87 The respondent next submits that consumers would expect a Merivale business to be promoted differently, in that when the Merivale group opens a new venue it is generally promoted as a Merivale venue with a great deal of publicity and media attention. In contrast, the respondent's restaurant has not been promoted as a Merivale venue or with other Merivale venues. While I accept that this factor may have the effect of reducing the likelihood of consumers being misled or deceived, I do not regard it as a matter of much significance. Consumers may well think that the common element of ESTABLISHMENT in the two names is sufficient to make good an association with the applicant's business, and even if they were conscious of the Merivale group's usual marketing practice, they may well proceed on the assumption that they simply had not become aware of any publicity for ESTABLISHMENT 203 which may exist drawing attention to the Merivale group.
88 The respondents also submit that the risk of consumers being misled or deceived is further reduced because the applicant's business is in Sydney, whereas the respondent's business is in Brisbane, and the reputation of the applicant's venues is necessarily much weaker in Brisbane. In my view, the very extensive and prominent nature of the applicant's reputation in the mark ESTABLISHMENT throughout Australia, including in Brisbane, is sufficient to establish a real and not remote possibility of consumers being led into error.
89 Finally, the respondent submits that there is no evidence of consumers actually being misled or deceived, despite the respondent's restaurant having been open for about nine months. However, as the respondent accepts, the absence of evidence of actual deception is not determinative, and in my view such evidence is not necessary in the present case.
90 In all the circumstances, I am of the view that there is a real possibility of ordinary and reasonable members of the public being led into erroneously thinking that the respondent's restaurant known as ESTABLISHMENT 203 is a commercial extension of, or otherwise associated with, the applicant's restaurant, bar and hotel business known as ESTABLISHMENT, or that the respondent is using that name with the approval of the owner of the ESTABLISHMENT business. That, of course, is false. Accordingly, I find that the Representations constituted contraventions of ss 18 and 29(1)(g) and (h) of the ACL.

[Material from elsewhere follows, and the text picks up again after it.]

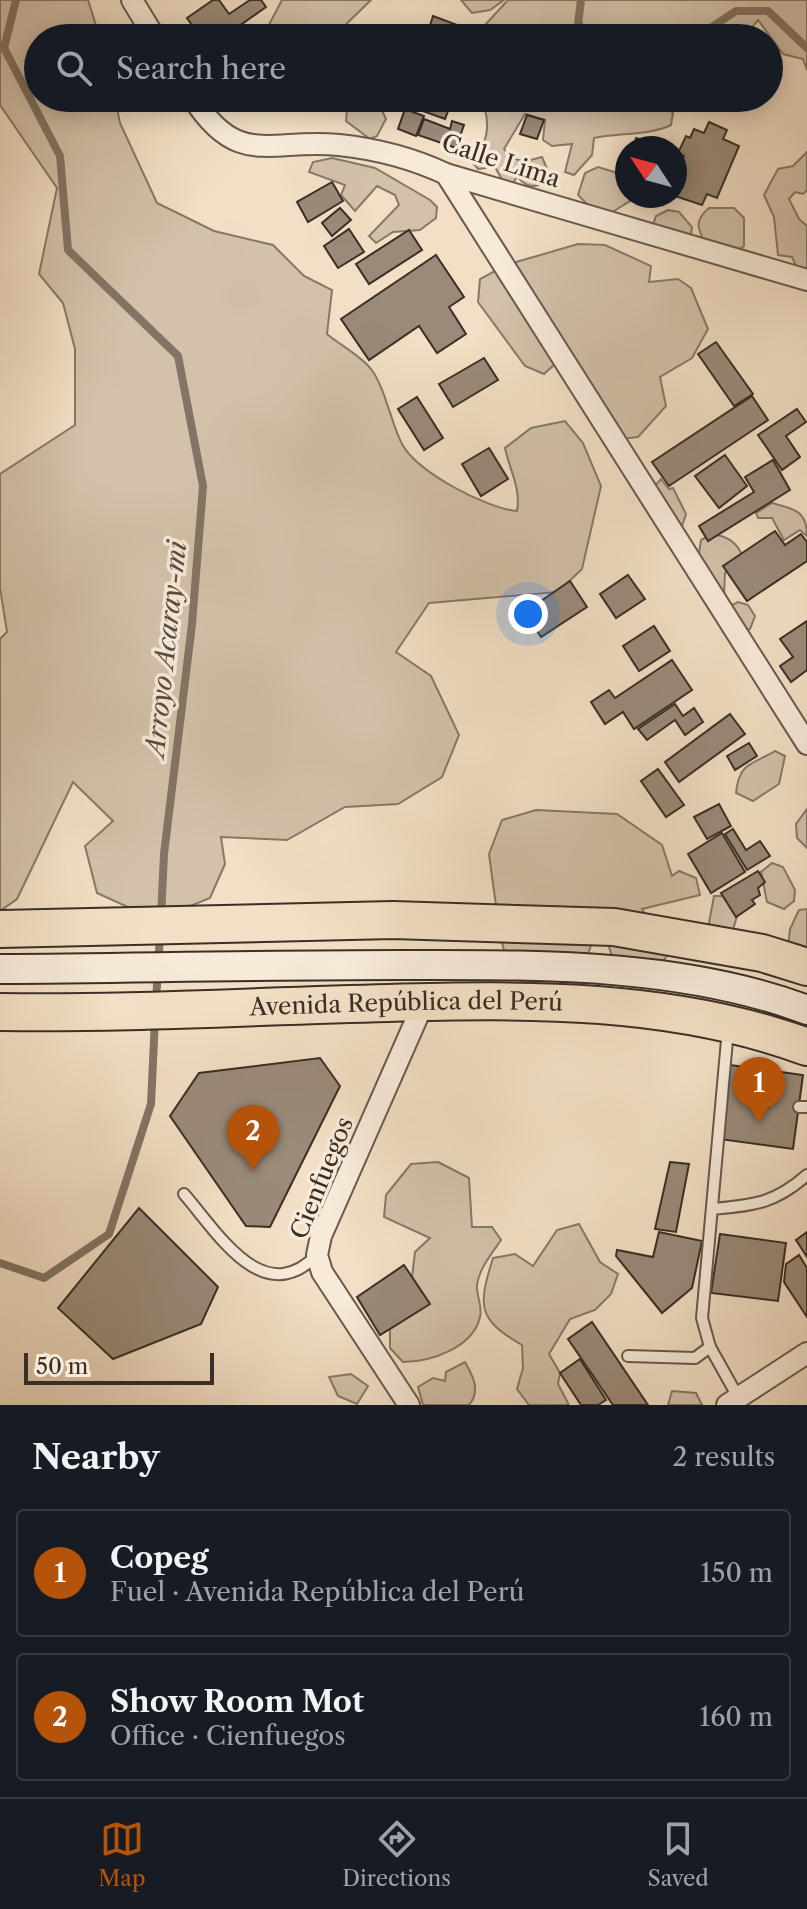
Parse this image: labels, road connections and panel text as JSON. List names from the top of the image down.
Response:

91 A further issue which was debated before me was whether it is necessary for the applicant to show that a "not insignificant number" of the relevant section of the public is likely to be misled or deceived by the impugned conduct. In favour of such a requirement is the reasoning of the Full Court in National Exchange Pty Ltd v Australian Securities and Investments Commission [2004] FCAFC 90; (2004) 61 IPR 420 at [23] (Dowsett J) and [67]-[71] (Jacobson and Bennett JJ); Peter Bodum A/S v DKSH Australia Pty Ltd [2011] FCAFC 98; (2011) 280 ALR 639 at [206]-[209] (Greenwood J, with whom Tracey J agreed); and Hansen Beverage Company v Bickfords (Australia) Pty Ltd [2008] FCAFC 181; (2008) 171 FCR 579 at [46]-[47] (Tamberlin J) and [66]-[72] (Siopis J). However, against the proposition are two more recent Full Court decisions, namely Trivago NV v Australian Competition and Consumer Commission [2020] FCAFC 185; (2020) 384 ALR 496 at [190]-[193] (Middleton, McKerracher and Jackson JJ); and Australian Competition and Consumer Commission v TPG Internet Pty Ltd [2020] FCAFC 130; (2020) 278 FCR 450 at [23] (Wigney, O'Bryan and Jackson JJ). In the present case, in my view a "not insignificant number" of the relevant section of the public (which I regard as potential customers of the respondent's restaurant) is likely to be misled or deceived by the impugned conduct. However, I am bound by the more recent line of Full Court authority, and thus that finding is not necessary, unless an appellate court forms a different view.